# What you need to do:
Among the entries below, how many lines hold "white"? Only the number is wanted.

# Provided entries:
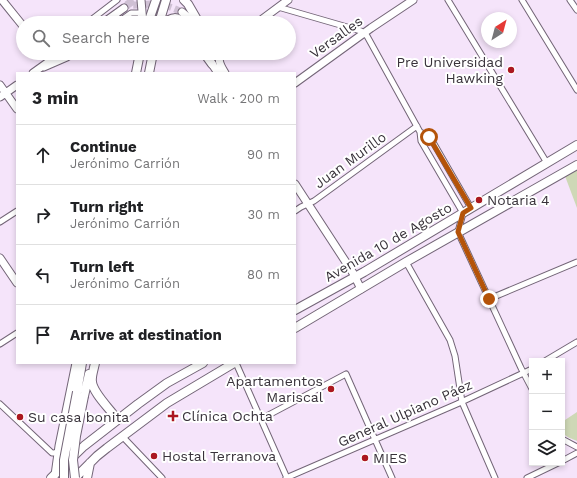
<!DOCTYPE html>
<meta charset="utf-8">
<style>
body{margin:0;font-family:"Work Sans",sans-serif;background:#f6f6f6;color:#202124}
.controls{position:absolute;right:12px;bottom:12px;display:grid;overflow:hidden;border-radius:0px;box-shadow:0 2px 6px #0003}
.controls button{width:36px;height:36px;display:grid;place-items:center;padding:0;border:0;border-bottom:1px solid #e0e0e0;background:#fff;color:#202124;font:20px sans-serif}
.compass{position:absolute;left:481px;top:12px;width:36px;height:36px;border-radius:50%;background:#fff;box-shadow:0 2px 6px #0003;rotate:36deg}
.stop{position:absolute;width:12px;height:12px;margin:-9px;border:3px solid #b45309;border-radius:50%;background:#fff}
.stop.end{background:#b45309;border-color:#fff;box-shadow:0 1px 4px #0008}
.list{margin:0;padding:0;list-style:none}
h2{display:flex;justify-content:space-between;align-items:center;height:52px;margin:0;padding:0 16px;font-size:17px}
h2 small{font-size:13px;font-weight:400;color:#757577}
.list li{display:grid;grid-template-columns:26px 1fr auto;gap:12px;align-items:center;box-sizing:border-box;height:60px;padding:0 16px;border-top:1px solid #e0e0e0}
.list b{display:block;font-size:15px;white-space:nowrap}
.list p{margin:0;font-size:13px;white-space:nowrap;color:#757577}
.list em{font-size:13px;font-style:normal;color:#757577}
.icon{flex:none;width:22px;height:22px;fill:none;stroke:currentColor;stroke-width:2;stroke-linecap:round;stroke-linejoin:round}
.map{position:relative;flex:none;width:577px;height:478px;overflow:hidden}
.search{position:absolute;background:#fff;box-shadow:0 2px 6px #0003;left:16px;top:16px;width:280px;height:44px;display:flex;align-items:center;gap:10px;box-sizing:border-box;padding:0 14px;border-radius:22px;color:#757577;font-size:15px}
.panel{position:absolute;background:#fff;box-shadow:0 2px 6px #0003;left:16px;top:72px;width:280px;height:292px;border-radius:0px}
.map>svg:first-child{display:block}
</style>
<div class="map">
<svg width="577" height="478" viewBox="0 0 577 478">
<rect width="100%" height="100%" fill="#f5e4fa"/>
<path fill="#ced8b6" d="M 577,169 L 577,208 L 565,176 Z
M 577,412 L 577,441 C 565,436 562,436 562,422 Z"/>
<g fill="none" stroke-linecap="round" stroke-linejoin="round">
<path stroke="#cfc0d4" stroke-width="7" stroke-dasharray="7 3.5" stroke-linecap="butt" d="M 124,8 L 127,5 C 136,6 144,4 153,4 C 164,4 173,8 182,12"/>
<path stroke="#cfc0d4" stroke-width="8" stroke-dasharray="8 4" stroke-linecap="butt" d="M 127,5 L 134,0"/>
<defs>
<path id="street" d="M 448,0 L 547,163
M 522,0 L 577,90
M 570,0 L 577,10
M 278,7 L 361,31 L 367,36 L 420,132 L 421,141 L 463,213 L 458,232 L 521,368 L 532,389
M 87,23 L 117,0
M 117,23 L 131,13 L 139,13 L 142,17
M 44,68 L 67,58 L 75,53
M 420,132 L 430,137 L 471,208
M 295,211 L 301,207 L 314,201 L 417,126
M 0,222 L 17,211
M 406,262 L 450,340 L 455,356 L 462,402 L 495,478
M 489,299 L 577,262
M 0,344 L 17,333
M 545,361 L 577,342
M 236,363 L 287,478
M 0,404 L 52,453 L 54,453 L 58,452
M 261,419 L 346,374 L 392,478
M 122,436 L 162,478
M 562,439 L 577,447
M 562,461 L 577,453
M 286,478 L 457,404 L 532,369
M 527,478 L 558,463"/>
<path id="secondary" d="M 2,0 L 23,26
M 141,0 L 143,23
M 182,12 L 189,18 L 192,23
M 103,23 L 124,8
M 257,23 L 288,0
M 44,53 L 50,61
M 221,53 C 217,61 221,66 225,73
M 210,61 L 218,73
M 33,73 L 61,53
M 295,83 L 371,28 L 413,0
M 0,85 L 17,109
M 0,97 L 17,85
M 295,184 L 353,273 L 361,289
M 0,258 L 17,283
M 55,475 L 59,446 L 76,363"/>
<path id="primary" d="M 184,0 L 188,4 L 199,23
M 148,23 L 156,0
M 159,23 L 166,0
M 165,23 C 171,17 178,16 183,23
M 204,53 L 212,64
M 136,73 L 140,53
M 149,73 L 153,53
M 295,310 L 364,272 L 577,145
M 295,328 L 406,262 L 577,165
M 95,363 C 94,369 91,376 92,382 C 93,392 107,406 113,414 L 116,417 L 120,418
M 77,392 L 82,363
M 84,396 L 89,374
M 51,478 L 84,446 L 138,404 L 167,383 L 203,363
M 75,478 L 97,456 L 107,448 L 167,403 L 234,363
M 87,478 L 90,463"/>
</defs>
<use href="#street" stroke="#736577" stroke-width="7"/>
<use href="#secondary" stroke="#736577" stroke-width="9"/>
<use href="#primary" stroke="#736577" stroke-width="10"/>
<use href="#street" stroke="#fff" stroke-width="5"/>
<use href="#secondary" stroke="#fff" stroke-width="7"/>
<use href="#primary" stroke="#fff" stroke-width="8"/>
<defs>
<path id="primary-bridge" d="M 64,478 L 64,460 L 77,392
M 75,478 L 73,460 L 76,436 L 84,396"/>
</defs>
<use href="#primary-bridge" stroke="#736577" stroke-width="10" stroke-linecap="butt"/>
<use href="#primary-bridge" stroke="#fff" stroke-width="8"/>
</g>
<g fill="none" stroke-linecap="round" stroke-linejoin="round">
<path stroke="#b45309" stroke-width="5" d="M 429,137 L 471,208 L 463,213 L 458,232 L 489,299"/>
</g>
<g fill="#ab181f" stroke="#fff" stroke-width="1.5">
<circle cx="511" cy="70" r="4"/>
<circle cx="479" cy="200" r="4"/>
<circle cx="331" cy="389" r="4"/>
<path d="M171 410h4v4h4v4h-4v4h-4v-4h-4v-4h4z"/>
<circle cx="20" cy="417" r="4"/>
<circle cx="154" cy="456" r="4"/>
<circle cx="365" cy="458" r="4"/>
</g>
<g text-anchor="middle" stroke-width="4" stroke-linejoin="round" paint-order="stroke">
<g font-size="14" fill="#38323a" stroke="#fff">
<text transform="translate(336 37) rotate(-36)" y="5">Versalles</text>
<text transform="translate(350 160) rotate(-36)" y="5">Juan Murillo</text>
<text transform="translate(388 242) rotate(-30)" y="5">Avenida 10 de Agosto</text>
<text transform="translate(405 413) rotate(-24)" y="5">General Ulpiano Páez</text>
</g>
<g font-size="14" fill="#38323a" stroke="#fff" text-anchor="start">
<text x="503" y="67" text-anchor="end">Pre Universidad<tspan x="503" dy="16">Hawking</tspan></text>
<text x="487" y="205">Notaria 4</text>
<text x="323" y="386" text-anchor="end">Apartamentos<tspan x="323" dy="16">Mariscal</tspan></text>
<text x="182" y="421">Clínica Ochta</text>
<text x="28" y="422">Su casa bonita</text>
<text x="162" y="461">Hostal Terranova</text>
<text x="373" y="463">MIES</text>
</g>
</g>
</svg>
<div class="controls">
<button>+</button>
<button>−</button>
<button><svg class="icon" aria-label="layers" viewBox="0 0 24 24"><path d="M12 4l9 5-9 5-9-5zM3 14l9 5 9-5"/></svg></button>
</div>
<svg class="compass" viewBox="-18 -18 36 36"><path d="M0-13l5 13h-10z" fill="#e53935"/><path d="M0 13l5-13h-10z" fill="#757577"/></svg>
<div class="stop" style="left:429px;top:137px"></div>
<div class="stop end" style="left:489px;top:299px"></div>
<div class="search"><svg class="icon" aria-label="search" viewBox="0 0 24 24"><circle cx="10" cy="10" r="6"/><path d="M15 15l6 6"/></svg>Search here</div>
<section class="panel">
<h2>3 min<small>Walk · 200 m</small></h2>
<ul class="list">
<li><svg class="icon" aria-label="ahead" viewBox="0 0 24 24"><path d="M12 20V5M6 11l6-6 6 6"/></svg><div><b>Continue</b><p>Jerónimo Carrión</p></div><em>90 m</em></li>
<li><svg class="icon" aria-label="right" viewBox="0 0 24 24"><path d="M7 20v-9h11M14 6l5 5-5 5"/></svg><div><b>Turn right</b><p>Jerónimo Carrión</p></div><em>30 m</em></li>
<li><svg class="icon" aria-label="left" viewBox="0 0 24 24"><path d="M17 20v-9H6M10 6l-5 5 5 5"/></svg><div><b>Turn left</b><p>Jerónimo Carrión</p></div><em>80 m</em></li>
<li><svg class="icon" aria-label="arrive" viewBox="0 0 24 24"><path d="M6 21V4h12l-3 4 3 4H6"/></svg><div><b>Arrive at destination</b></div></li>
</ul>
</section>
</div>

# Your solution:
2